Tanto que essa origem étnico-cultural se sobressai à própria origem de quadrinhos do personagem. Temos pela primeira vez a palavra mutante sendo dita dentro do MCU, mas isso não é nada impactante perto de toda a majestade e do simbolismo que Namor carrega com seu povo. Mais uma vez, o microdesenvolvimento de personagens em Wakanda para Sempre é mais interessante do que as conexões com a macronarrativa Marvel.
Vale a pena assistir a Pantera Negra: Wakanda para Sempre?
É impossível desassociar Pantera Negra: Wakanda para Sempre do contexto ao qual ele está inserido. Esse é um filme fora da curva da Marvel em todos os sentidos e bastidores e roteiros se misturam em uma coisa só. Assim, é natural que a perda de seu herói e símbolo seja algo que vai direcionar a trama como um todo de modo que não há como esperar que ele seja apenas mais um capítulo do MCU.
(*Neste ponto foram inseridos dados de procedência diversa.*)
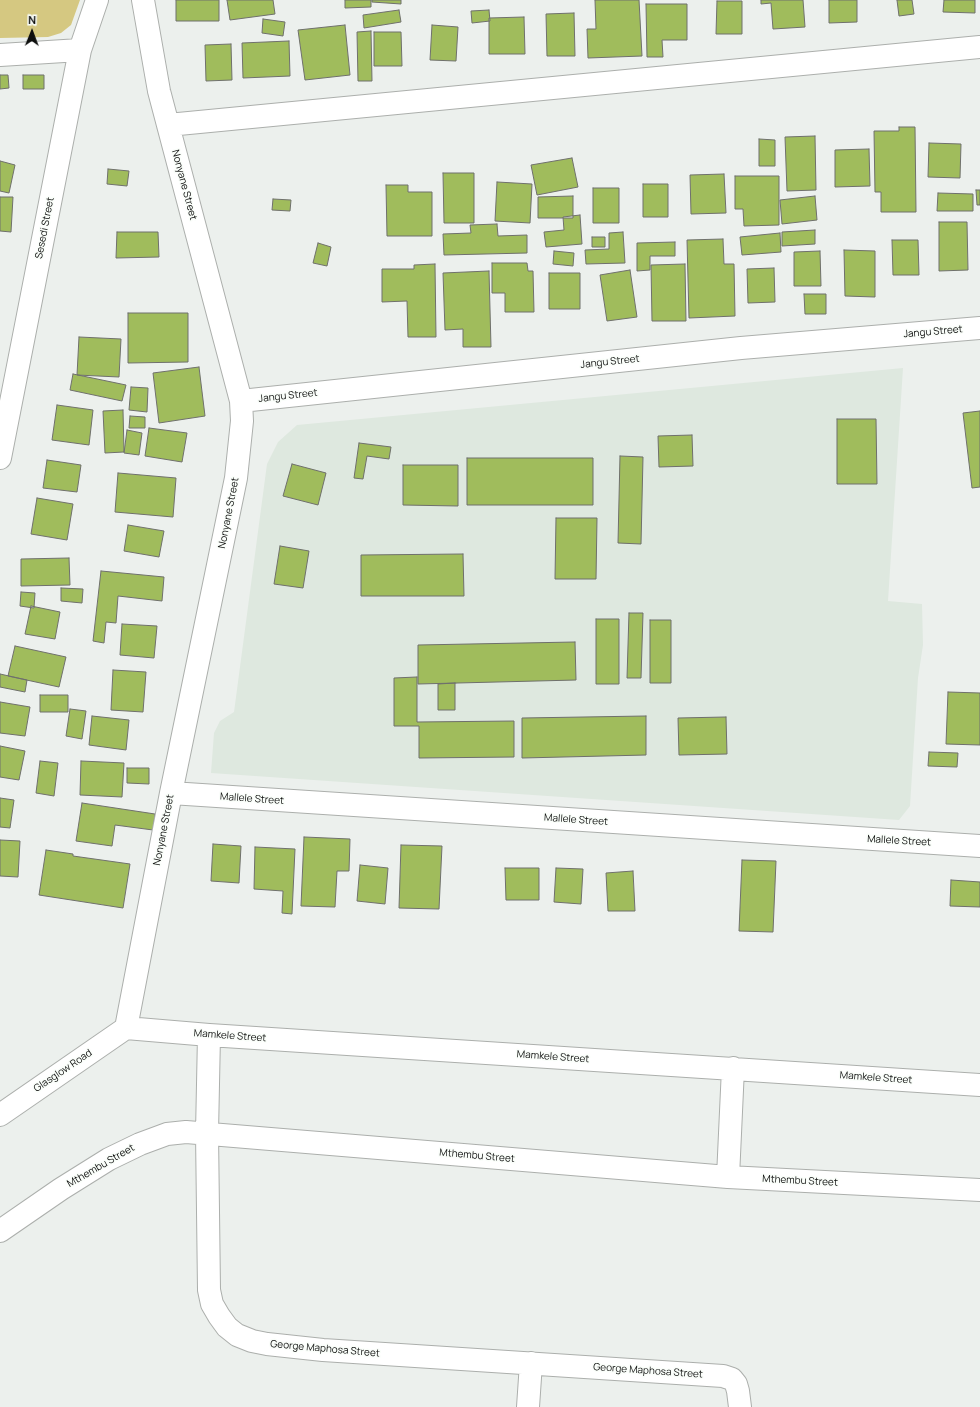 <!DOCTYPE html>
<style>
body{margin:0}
#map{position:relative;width:980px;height:1407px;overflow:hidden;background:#ecf0ed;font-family:Manrope,sans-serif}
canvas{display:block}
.north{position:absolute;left:12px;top:12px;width:40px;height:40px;-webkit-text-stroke:3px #fafefa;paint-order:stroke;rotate:1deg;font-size:11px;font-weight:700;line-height:16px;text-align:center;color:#0d0e0d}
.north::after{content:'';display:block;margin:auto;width:14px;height:18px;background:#0d0e0d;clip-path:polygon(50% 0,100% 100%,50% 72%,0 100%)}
</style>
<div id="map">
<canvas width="980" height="1407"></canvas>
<div class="north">N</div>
</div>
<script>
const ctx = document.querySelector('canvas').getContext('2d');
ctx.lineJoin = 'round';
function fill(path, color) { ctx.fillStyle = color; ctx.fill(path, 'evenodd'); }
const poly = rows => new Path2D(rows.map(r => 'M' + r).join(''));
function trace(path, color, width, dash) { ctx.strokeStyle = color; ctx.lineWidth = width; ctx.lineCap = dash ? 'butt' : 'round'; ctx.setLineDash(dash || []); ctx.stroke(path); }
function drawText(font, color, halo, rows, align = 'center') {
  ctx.font = font + ' Manrope,sans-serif'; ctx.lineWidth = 3; ctx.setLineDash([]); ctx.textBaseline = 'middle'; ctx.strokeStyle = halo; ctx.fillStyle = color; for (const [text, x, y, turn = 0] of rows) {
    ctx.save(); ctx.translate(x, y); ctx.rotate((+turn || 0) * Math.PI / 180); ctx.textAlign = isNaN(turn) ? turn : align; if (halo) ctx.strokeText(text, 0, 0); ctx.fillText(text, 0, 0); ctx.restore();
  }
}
fill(poly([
 [903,368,888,601,922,604,923,645,918,678,910,806,899,820,211,773,214,733,220,721,234,712,267,464,278,442,297,425]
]), '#dee8df');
fill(poly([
 [0,0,80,0,71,25,61,33,48,37,0,38]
]), '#d5c881');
const building = poly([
 [176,0,219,0,219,21,176,21,176,0],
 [227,0,273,0,275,14,230,20,227,0],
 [345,0,371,0,371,7,345,8,345,0],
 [372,0,401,0,401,4,372,2,372,0],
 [595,0,639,0,642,56,588,58,587,29,596,29,595,0],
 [761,0,803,0,805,27,773,29,771,3,761,4,761,0],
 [829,0,857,0,857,22,829,23,829,0],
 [897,0,912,0,914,14,899,16,897,0],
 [944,0,975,0,975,13,943,12,944,0],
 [717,1,742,1,742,34,716,34,717,1],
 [646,4,687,4,687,40,662,40,663,57,647,57,646,4],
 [399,10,401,22,364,28,363,15,399,10],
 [489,10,490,21,472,23,471,11,489,10],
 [574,13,575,56,547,56,546,14,574,13],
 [524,17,525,54,489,54,489,18,524,17],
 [263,19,285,22,283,36,262,33,263,19],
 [345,25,350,75,305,80,298,30,345,25],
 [432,25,458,27,456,61,430,60,432,25],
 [371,31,372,81,358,81,357,32,371,31],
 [374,32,401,32,402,66,374,66,374,32],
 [289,41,290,76,243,78,242,43,289,41],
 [231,44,232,80,206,81,205,45,231,44],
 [0,75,8,75,9,88,0,89,0,75],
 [23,75,44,75,44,89,23,89,23,75],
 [899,127,915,127,916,212,881,212,881,192,875,192,874,131,899,131,899,127],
 [815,136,816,190,787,191,785,137,815,136],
 [759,139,775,140,775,166,759,166,759,139],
 [929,143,961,144,960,178,928,177,929,143],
 [869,149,870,186,835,187,835,150,869,149],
 [572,158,578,187,537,195,531,165,572,158],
 [0,161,15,165,9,193,0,191,0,161],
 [108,169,129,171,127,186,107,184,108,169],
 [443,173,474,173,474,223,444,223,443,173],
 [724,174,726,213,691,214,690,175,724,174],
 [735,176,779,176,779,225,744,226,743,209,735,209,735,176],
 [497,182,532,184,530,223,495,221,497,182],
 [643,184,668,184,668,217,643,217,643,184],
 [386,185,408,185,408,192,432,192,432,236,387,236,386,185],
 [593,188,619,188,619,223,593,223,593,188],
 [976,190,980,190,980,205,977,205,976,190],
 [938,193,973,194,973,211,937,211,938,193],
 [573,196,573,218,538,218,538,197,573,196],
 [815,196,817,220,782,224,780,200,815,196],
 [0,197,13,197,11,232,0,231,0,197],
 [273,199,291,200,290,211,272,210,273,199],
 [580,215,582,244,546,247,544,232,564,230,563,217,580,215],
 [939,222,967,222,968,270,939,271,939,222],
 [497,224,498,236,527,235,527,253,444,255,443,234,471,233,470,225,497,224],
 [815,230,815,244,782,246,782,232,815,230],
 [117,232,158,232,159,257,116,258,117,232],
 [623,232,625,263,586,264,585,250,609,249,609,233,623,232],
 [780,233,781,252,742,255,740,237,780,233],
 [592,237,605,237,605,247,592,247,592,237],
 [723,239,724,264,734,264,735,316,689,318,687,240,723,239],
 [892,240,918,240,919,275,893,275,892,240],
 [675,242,675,256,650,256,650,270,637,271,637,243,675,242],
 [318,243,331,247,327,266,313,263,318,243],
 [844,250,875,251,875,297,845,296,844,250],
 [554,251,574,253,573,266,553,264,554,251],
 [820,251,821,286,794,286,794,252,820,251],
 [492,263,527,263,528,271,533,271,534,312,505,312,505,293,492,293,492,263],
 [435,264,436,337,408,337,407,301,382,302,382,269,414,269,414,265,435,264],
 [685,264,686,321,652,321,651,265,685,264],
 [774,268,775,302,748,303,747,269,774,268],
 [630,270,637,317,607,321,600,275,630,270],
 [489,271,491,347,463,347,463,329,445,330,443,273,489,271],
 [549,273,580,273,580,309,549,309,549,273],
 [804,294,826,294,826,314,805,314,804,294],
 [128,313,188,313,188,362,128,363,128,313],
 [79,337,121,339,119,377,77,375,79,337],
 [199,367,205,416,159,423,153,373,199,367],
 [73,374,126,385,122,401,70,390,73,374],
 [131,387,148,388,147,412,129,410,131,387],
 [57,405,93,410,89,445,52,440,57,405],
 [123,410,124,452,105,453,103,411,123,410],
 [980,411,980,487,972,488,963,413,980,411],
 [130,416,145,417,145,428,129,428,130,416],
 [837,419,876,419,877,484,837,484,837,419],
 [149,428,187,433,182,462,145,456,149,428],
 [127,430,142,433,139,455,124,453,127,430],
 [692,435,693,466,659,467,658,436,692,435],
 [359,443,391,447,389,459,367,456,363,479,354,478,359,443],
 [620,456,643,457,641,544,618,543,620,456],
 [467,458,593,458,593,505,467,505,467,458],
 [47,460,81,465,77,492,43,488,47,460],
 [292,464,326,473,318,505,283,496,292,464],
 [403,465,458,465,458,506,403,505,403,465],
 [118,473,176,478,173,517,115,512,118,473],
 [37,498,73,504,67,540,31,534,37,498],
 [556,518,597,518,596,579,555,579,556,518],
 [128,525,164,531,159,557,124,551,128,525],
 [280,546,309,551,303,588,274,584,280,546],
 [463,554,464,596,361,596,361,555,463,554],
 [69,558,70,585,21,586,21,559,69,558],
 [101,571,164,577,162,601,118,596,116,623,106,622,104,643,93,641,101,571],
 [61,588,83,589,82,603,61,601,61,588],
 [21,592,35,593,34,608,20,606,21,592],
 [31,606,60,612,55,639,25,634,31,606],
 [629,613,643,613,641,678,627,678,629,613],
 [596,619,619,619,619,684,596,684,596,619],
 [650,620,671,620,671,683,650,683,650,620],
 [122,624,157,626,154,658,120,655,122,624],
 [575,642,576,680,418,684,418,645,575,642],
 [15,646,66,657,59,687,8,676,15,646],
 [113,670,146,672,143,712,111,710,113,670],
 [0,674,27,680,25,692,0,687,0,674],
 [417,677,417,722,514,721,514,757,419,758,419,726,394,726,394,678,417,677],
 [455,683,455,710,438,710,438,684,455,683],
 [948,692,980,693,980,745,946,744,948,692],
 [40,695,68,695,68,712,40,712,40,695],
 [0,702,30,707,25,736,0,733,0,702],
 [70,709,86,711,82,739,66,736,70,709],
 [92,716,129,720,126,750,89,745,92,716],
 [646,716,646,755,522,758,522,718,646,716],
 [726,717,727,754,679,755,678,718,726,717],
 [0,746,25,751,19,780,0,777,0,746],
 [929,752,958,753,957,767,928,766,929,752],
 [40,761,58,763,54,796,36,793,40,761],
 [81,761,124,763,122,797,80,795,81,761],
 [127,768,149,768,149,784,127,783,127,768],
 [0,798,14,800,10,828,0,827,0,798],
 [82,803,155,814,153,830,115,825,112,846,76,841,82,803],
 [304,837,350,839,349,871,337,871,335,907,301,906,304,837],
 [0,840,20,841,18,877,0,876,0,840],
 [213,844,241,846,239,883,211,881,213,844],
 [401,845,442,846,439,909,399,908,401,845],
 [255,847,295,849,292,914,282,913,283,891,254,889,255,847],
 [46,850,73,854,73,856,130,864,123,908,39,895,46,850],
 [742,860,776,861,773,932,739,931,742,860],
 [360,865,388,868,385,904,357,901,360,865],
 [505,868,539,868,539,900,506,900,505,868],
 [556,868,583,869,581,904,554,902,556,868],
 [633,871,635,911,608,911,606,873,633,871],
 [951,880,980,882,980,907,950,906,951,880]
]);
fill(building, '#a0bc5c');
trace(building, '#6f706c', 1);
const street = poly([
 [0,55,80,50],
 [168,125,980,47],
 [241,401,741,348,980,328],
 [0,458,80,50,97,0],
 [171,793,980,846],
 [126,1028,171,793,236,478,242,421,241,401,159,91,143,0],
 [126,1028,209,1035,980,1085],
 [209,1035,207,1133,209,1290,212,1304,219,1316,227,1327,237,1335,252,1341,267,1344,323,1350,723,1376,732,1379,736,1384,738,1391,740,1407],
 [0,1115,126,1028],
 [728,1177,733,1068],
 [0,1231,61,1189,109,1159,140,1144,167,1134,186,1132,728,1177,980,1190],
 [528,1407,531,1363]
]);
trace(street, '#acafac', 24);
trace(street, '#fff', 22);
drawText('10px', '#0d0e0d', '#fafefa', [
 ["Nonyane Street",184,185,75],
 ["Sesedi Street",45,228,-79],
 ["Jangu Street",933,332,-5],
 ["Jangu Street",610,362,-6],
 ["Jangu Street",288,396,-6],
 ["Nonyane Street",229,513,-79],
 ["Mallele Street",252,799,4],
 ["Mallele Street",576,820,4],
 ["Nonyane Street",164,830,-79],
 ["Mallele Street",899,841,3],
 ["Mamkele Street",230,1036,4],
 ["Mamkele Street",553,1057,4],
 ["Glasglow Road",63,1071,-34],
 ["Mamkele Street",876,1078,4],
 ["Mthembu Street",477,1156,5],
 ["Mthembu Street",101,1166,-30],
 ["Mthembu Street",800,1181,3],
 ["George Maphosa Street",325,1349,5],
 ["George Maphosa Street",648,1371,4]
]);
</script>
Isso faz com que a sequência seja bem diferente até do primeiro Pantera Negra, mesmo contando com a mesma equipe. Ele não é empolgante e tampouco inspirador porque estamos falando de uma produção que se propõe a ser mais introspectiva e que fala muito sobre a própria dor. Da mesma forma que seus personagens lutam para entender e aceitar os próprios sentimentos, assim é com diretor, atores, roteiristas e com boa parte do público também.
É um ponto fora da curva, uma história marcada por exceções que sabe aproveitar muito bem tudo isso para criar algo genuíno e que transmite tanto a consternação causada pela tragédia quanto a vontade de seguir em frente e fazer uma bela homenagem.
Wakanda para Sempre sabe de sua importância para o MCU e também para além dele. Mas também entende a necessidade de parar e chorar as próprias dores. No fim, mostra que é da poder do próprio luta é que floresce a flor de seu legado.